[Stored items]
========================

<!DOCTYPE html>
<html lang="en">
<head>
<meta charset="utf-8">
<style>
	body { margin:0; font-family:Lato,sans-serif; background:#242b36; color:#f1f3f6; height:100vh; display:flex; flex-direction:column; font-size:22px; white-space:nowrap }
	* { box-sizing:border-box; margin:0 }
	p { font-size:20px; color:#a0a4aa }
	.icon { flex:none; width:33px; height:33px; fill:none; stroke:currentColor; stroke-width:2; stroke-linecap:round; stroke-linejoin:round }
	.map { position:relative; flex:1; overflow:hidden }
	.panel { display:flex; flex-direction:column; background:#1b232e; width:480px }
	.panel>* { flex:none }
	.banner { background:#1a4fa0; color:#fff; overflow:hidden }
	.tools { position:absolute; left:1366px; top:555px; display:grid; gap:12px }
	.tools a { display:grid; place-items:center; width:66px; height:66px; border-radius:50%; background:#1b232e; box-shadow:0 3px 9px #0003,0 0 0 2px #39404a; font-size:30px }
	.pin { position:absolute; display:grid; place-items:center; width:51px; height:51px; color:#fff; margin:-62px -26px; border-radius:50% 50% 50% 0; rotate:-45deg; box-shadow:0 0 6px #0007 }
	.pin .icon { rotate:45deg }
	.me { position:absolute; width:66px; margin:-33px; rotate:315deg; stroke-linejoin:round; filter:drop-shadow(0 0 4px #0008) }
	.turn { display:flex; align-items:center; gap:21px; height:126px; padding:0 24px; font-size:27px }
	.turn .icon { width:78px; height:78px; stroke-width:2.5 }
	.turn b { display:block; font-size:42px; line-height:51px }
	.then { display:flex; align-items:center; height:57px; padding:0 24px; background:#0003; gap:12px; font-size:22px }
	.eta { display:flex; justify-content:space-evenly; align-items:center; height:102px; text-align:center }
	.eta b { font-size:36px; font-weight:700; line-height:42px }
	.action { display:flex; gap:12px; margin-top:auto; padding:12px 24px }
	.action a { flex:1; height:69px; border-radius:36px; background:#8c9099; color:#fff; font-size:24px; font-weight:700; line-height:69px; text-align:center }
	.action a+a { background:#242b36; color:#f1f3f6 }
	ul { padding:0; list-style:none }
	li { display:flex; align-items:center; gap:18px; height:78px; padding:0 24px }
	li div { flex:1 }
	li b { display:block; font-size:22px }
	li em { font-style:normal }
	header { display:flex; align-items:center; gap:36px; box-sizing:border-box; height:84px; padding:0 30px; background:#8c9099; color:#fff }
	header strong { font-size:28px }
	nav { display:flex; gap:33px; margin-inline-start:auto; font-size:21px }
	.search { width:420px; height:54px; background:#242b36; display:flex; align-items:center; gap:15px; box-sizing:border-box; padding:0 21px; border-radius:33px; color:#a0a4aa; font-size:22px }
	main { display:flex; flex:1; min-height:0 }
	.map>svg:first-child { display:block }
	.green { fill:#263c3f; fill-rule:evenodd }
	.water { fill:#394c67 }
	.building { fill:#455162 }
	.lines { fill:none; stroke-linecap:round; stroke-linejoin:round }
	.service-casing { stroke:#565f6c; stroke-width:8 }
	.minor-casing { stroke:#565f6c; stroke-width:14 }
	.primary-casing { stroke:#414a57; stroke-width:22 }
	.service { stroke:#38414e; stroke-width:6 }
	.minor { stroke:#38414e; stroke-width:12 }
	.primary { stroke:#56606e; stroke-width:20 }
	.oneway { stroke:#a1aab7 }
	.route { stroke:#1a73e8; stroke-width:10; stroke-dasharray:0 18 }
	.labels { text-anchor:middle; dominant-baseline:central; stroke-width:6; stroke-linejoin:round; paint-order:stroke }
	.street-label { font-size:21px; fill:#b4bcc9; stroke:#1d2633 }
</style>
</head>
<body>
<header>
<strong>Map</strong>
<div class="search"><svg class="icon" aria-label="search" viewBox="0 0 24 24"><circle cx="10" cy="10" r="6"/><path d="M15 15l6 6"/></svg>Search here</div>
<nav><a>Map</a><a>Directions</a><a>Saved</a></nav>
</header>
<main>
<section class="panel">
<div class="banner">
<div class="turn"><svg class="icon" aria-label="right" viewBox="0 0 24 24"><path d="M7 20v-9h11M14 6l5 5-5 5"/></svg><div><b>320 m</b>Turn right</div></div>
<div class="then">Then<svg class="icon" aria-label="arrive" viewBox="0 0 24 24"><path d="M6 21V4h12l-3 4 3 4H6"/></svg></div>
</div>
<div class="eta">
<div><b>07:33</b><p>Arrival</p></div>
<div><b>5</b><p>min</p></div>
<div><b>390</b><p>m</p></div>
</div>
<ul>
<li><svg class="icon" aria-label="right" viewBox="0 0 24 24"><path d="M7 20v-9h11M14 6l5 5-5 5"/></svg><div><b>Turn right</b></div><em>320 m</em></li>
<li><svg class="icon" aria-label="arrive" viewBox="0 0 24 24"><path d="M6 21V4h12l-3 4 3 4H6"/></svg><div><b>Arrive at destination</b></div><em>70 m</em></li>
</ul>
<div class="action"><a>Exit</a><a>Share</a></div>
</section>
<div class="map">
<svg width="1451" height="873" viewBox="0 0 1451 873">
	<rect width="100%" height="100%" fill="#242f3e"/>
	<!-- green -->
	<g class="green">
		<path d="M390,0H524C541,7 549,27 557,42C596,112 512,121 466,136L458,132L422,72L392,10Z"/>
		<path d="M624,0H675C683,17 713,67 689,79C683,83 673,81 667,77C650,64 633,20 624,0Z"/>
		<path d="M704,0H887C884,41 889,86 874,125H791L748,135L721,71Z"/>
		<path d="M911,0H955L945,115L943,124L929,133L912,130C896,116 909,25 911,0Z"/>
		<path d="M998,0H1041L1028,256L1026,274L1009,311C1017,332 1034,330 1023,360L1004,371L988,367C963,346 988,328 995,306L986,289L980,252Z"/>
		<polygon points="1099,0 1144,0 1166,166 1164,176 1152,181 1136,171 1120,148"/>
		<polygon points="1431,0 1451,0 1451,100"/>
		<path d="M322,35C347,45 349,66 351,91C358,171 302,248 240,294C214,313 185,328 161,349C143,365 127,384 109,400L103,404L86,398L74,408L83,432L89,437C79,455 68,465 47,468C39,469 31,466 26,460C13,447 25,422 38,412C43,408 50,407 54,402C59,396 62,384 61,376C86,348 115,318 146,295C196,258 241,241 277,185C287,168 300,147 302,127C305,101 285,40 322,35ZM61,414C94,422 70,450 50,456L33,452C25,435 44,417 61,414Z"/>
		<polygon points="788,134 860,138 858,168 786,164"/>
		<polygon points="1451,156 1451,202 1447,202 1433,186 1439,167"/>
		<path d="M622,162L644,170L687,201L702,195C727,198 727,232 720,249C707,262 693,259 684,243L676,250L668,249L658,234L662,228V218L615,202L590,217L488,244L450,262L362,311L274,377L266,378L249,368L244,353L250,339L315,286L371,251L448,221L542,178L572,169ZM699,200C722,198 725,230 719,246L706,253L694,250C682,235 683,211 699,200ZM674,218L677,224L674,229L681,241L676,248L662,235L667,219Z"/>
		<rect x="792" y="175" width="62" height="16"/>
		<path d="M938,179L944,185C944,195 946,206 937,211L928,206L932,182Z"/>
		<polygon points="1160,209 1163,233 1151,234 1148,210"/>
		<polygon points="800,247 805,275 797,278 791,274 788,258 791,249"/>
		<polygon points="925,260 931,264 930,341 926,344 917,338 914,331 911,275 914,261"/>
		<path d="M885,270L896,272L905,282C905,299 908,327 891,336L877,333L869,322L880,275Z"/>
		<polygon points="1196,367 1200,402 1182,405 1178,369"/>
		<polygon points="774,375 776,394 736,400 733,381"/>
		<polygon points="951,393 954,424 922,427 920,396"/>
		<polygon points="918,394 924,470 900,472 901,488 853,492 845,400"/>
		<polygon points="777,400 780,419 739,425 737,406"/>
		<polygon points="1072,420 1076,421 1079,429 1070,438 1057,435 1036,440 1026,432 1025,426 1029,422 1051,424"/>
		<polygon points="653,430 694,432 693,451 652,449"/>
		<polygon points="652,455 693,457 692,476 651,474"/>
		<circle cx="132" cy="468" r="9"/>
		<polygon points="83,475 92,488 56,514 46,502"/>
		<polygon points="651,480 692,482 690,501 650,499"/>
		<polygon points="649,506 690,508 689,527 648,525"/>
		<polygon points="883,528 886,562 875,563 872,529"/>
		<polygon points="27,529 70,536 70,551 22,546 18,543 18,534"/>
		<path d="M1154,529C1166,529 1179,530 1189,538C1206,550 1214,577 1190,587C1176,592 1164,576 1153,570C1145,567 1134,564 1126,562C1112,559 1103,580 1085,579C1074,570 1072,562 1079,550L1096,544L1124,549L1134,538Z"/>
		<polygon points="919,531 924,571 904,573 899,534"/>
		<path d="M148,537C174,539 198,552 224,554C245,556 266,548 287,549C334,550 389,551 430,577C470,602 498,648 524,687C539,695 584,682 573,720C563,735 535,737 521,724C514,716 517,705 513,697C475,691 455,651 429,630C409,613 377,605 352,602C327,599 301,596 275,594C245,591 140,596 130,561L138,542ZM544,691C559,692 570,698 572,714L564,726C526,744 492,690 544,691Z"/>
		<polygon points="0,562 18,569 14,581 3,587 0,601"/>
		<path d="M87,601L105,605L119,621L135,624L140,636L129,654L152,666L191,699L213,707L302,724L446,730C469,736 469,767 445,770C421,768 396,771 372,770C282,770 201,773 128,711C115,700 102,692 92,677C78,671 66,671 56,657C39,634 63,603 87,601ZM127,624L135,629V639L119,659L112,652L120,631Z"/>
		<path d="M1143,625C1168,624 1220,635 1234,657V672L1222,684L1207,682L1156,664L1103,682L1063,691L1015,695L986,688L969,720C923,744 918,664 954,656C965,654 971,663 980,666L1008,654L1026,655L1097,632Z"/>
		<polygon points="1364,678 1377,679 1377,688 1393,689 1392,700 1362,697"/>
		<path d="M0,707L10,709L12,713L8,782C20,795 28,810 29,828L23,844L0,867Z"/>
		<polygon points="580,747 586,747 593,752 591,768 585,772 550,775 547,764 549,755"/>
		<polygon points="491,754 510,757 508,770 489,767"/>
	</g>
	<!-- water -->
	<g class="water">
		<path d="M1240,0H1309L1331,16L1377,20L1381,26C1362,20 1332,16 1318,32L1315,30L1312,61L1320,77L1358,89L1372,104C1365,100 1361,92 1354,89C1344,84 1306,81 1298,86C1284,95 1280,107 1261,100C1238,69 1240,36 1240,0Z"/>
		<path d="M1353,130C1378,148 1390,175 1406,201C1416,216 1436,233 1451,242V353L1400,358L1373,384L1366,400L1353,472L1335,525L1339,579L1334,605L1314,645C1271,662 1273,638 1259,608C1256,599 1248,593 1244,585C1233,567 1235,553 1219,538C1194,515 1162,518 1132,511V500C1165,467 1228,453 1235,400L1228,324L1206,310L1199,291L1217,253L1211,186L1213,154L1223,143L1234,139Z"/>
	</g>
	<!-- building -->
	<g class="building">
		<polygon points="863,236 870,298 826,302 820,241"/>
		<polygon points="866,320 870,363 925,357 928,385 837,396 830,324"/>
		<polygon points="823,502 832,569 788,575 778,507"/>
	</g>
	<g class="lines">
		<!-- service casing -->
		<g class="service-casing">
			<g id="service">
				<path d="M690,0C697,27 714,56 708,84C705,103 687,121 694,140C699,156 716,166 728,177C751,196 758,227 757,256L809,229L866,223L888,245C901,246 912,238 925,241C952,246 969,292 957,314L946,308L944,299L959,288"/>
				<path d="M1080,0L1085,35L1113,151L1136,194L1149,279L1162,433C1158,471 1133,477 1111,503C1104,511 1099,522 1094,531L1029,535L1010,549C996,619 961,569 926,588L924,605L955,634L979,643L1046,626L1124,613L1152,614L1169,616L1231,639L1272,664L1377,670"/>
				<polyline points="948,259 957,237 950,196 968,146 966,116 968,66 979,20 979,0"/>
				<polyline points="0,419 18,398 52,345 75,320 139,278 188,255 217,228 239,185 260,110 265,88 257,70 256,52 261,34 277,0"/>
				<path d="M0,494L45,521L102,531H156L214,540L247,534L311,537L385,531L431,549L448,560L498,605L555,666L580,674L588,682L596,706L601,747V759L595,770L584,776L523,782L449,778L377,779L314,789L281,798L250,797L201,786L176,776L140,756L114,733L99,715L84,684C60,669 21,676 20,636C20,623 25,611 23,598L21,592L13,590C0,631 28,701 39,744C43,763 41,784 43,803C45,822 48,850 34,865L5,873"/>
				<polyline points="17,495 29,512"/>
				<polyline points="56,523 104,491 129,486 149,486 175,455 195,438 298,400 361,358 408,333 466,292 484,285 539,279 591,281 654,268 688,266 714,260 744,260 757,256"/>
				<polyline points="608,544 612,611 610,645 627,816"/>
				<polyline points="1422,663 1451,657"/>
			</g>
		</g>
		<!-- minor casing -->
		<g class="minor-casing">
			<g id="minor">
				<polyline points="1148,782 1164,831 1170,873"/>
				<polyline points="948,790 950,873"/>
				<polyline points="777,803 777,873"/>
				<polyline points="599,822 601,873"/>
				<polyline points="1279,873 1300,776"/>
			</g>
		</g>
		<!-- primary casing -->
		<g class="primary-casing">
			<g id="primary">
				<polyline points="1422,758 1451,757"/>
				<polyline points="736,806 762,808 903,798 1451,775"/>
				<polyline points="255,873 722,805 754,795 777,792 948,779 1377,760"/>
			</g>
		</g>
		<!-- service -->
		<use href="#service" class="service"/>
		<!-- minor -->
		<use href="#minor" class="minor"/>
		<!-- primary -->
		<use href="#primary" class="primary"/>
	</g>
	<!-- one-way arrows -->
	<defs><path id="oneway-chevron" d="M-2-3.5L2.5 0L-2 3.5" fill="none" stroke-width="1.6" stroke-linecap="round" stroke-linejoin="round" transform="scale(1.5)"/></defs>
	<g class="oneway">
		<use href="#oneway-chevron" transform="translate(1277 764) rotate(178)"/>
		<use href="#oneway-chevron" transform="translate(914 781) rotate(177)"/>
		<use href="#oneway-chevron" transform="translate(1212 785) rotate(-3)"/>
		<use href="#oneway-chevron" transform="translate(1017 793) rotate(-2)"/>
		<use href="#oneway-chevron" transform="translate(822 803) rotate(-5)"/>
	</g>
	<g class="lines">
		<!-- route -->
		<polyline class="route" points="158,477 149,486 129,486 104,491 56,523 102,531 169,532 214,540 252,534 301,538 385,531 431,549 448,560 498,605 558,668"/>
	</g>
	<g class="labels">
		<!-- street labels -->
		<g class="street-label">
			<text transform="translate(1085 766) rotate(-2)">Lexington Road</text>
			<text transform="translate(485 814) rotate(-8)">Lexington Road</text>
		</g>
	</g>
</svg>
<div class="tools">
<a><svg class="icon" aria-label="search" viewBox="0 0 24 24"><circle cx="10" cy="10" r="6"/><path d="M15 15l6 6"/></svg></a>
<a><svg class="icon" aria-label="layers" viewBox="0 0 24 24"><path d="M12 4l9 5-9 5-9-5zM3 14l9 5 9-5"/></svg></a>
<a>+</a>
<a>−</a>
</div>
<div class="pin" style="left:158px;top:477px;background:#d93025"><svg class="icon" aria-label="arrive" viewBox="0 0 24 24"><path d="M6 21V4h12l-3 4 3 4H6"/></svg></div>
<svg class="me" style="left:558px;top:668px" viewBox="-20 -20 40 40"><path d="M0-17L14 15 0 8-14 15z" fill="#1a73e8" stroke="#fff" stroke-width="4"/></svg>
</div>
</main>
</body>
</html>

========================

### DIRECTIONS FOR THIS TASK
Please give the number of lines above that hold the word "overflow", and only that number.

### FINISHED EXERCISE
2